Extinct language of Chile

Chono is a poorly attested extinct language of confusing classification. It is attested primarily from an 18th-century catechism, which is not translated into Spanish. Various placenames in Chiloé Archipelago have Chono etymologies.

==Classification==

Viegas Barros, who postulates a relationship between Kawésqar and Yahgan, believes that 45% of the Chono vocabulary and grammatical forms correspond to one of those languages, though it is not close to either.

Glottolog concludes that "There are lexical parallels with Mapuche as well as Qawesqar, ... but the core is clearly unrelated." They characterize Chono as a language isolate, though only as it relates to Mapuche and Kawésqar.

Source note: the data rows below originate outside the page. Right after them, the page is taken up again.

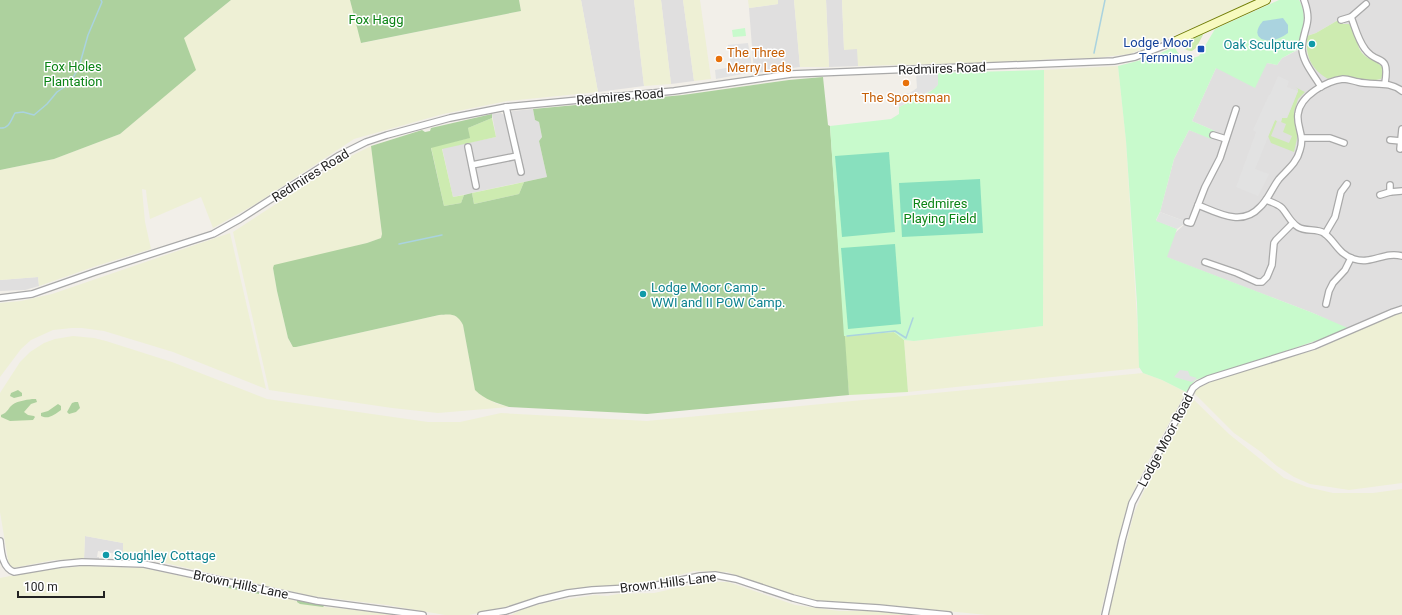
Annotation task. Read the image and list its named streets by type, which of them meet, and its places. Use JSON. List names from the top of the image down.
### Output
{
  "streets": {
    "street": ["Redmires Road", "Lodge Moor Road", "Brown Hills Lane"]
  },
  "parks": ["Fox Hagg", "Fox Holes Plantation", "Redmires Playing Field"],
  "places": {
    "other": [
      "Oak Sculpture",
      "The Three Merry Lads",
      "The Sportsman",
      "Lodge Moor Camp - WWI and II POW Camp.",
      "Soughley Cottage"
    ],
    "transit": ["Lodge Moor Terminus"]
  },
  "scale_bar": "100 m"
}
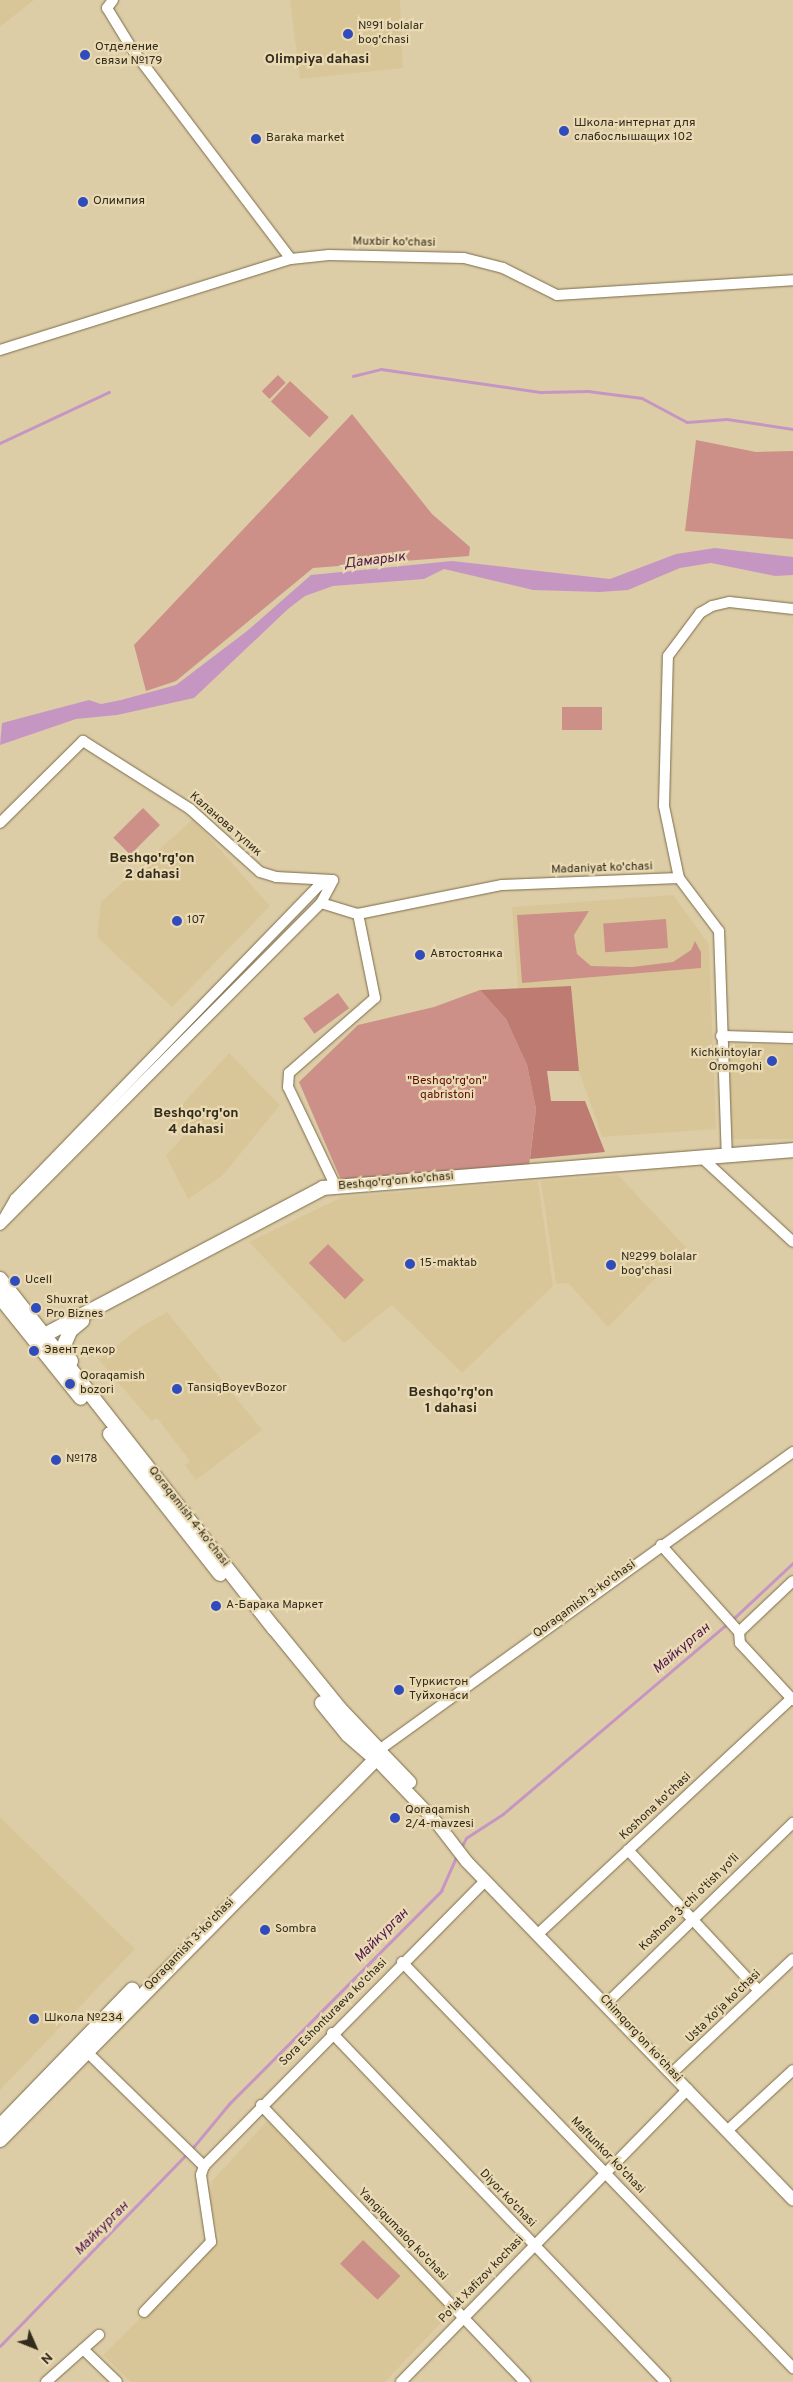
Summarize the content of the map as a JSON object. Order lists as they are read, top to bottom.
{
  "streets": {
    "main road": ["Beshqo'rg'on ko'chasi", "Qoraqamish 4-ko'chasi", "Qoraqamish 3-ko'chasi"],
    "street": [
      "Muxbir ko'chasi",
      "Каланова тупик",
      "Madaniyat ko'chasi",
      "Koshona ko'chasi",
      "Koshona 3-chi o'tish yo'li",
      "Usta Xo'ja ko'chasi",
      "Sora Eshonturaeva ko'chasi",
      "Chimqorg'on ko'chasi",
      "Maftunkor ko'chasi",
      "Diyor ko'chasi",
      "Yangiqumaloq ko'chasi",
      "Po'lat Xafizov kochasi"
    ]
  },
  "crossings": [
    ["Beshqo'rg'on ko'chasi", "Qoraqamish 4-ko'chasi"],
    ["Qoraqamish 4-ko'chasi", "Qoraqamish 3-ko'chasi"],
    ["Qoraqamish 4-ko'chasi", "Chimqorg'on ko'chasi"],
    ["Qoraqamish 3-ko'chasi", "Chimqorg'on ko'chasi"],
    ["Koshona ko'chasi", "Chimqorg'on ko'chasi"],
    ["Koshona 3-chi o'tish yo'li", "Chimqorg'on ko'chasi"],
    ["Usta Xo'ja ko'chasi", "Chimqorg'on ko'chasi"],
    ["Sora Eshonturaeva ko'chasi", "Chimqorg'on ko'chasi"],
    ["Sora Eshonturaeva ko'chasi", "Maftunkor ko'chasi"],
    ["Sora Eshonturaeva ko'chasi", "Diyor ko'chasi"],
    ["Sora Eshonturaeva ko'chasi", "Yangiqumaloq ko'chasi"],
    ["Chimqorg'on ko'chasi", "Po'lat Xafizov kochasi"],
    ["Maftunkor ko'chasi", "Po'lat Xafizov kochasi"],
    ["Diyor ko'chasi", "Po'lat Xafizov kochasi"],
    ["Yangiqumaloq ko'chasi", "Po'lat Xafizov kochasi"]
  ],
  "districts": [
    "Olimpiya dahasi",
    "Beshqo'rg'on 2 dahasi",
    "Beshqo'rg'on 4 dahasi",
    "Beshqo'rg'on 1 dahasi"
  ],
  "water": ["Дамарык", "Майкурган"],
  "parks": ["\"Beshqo'rg'on\" qabristoni"],
  "places": [
    "№91 bolalar bog'chasi",
    "Отделение связи №179",
    "Школа-интернат для слабослышащих 102",
    "Baraka market",
    "Олимпия",
    "107",
    "Автостоянка",
    "Kichkintoylar Oromgohi",
    "15-maktab",
    "№299 bolalar bog'chasi",
    "Ucell",
    "Shuxrat Pro Biznes",
    "Эвент декор",
    "Qoraqamish bozori",
    "TansiqBoyevBozor",
    "№178",
    "А-Барака Маркет",
    "Туркистон Туйхонаси",
    "Qoraqamish 2/4-mavzesi",
    "Sombra",
    "Школа №234"
  ],
  "north": "bottom right"
}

Campbell (2012) concludes that a language called Wayteka or Wurk-wur-we by Llaras Samitier (1967), and which also went by the geographical name "Chono", is spurious, with the source material being a list of mixed and perhaps invented vocabulary.

== Phonology ==
The phonology of Chono can be tentatively reconstructed in part from the data provided by Basauni (1975). Syllables are frequently, but not necessarily, closed. There are few consonant clusters but frequent vowel clusters.

===Consonants===
The consonant table shows the IPA representation as given by Adelaar (2004), with symbols that differ in angle brackets.

Consonants
|  |  | Labial | Dental | Alveolar | Palatal | Velar | Glottal |
| Nasal |  | m |  | n | nʲ ⟨nʸ⟩ | ŋ |  |
| Plosive/Affricate | voiceless | p |  | t | t͡ɕ ⟨č⟩ | k |  |
| voiced | b |  |  |  | g |  |
| Fricative |  | f | z | s |  | x | h |
| Approximant |  | w |  |  | j |  |  |
| Lateral |  |  |  | l | lʲ ⟨lʸ⟩ |  |  |

=== Vowels ===

Vowels
|  | Front | Central | Back |
|---|---|---|---|
| High | i |  | u |
| Mid | e |  | o |
| Low |  | a |  |

In addition to the five monophthongs, Chono appears to have had eight diphthongs, which Adelaar represents as a vowel and a glide: aw, ew, ow, ay, yu, wa, we, and wi.

==Works cited==
- Adelaar, Willem (2004). "The Language of the Andes"
- Bausani, Alessandro (1975). "Nuovi materiali sulla lingua Chono"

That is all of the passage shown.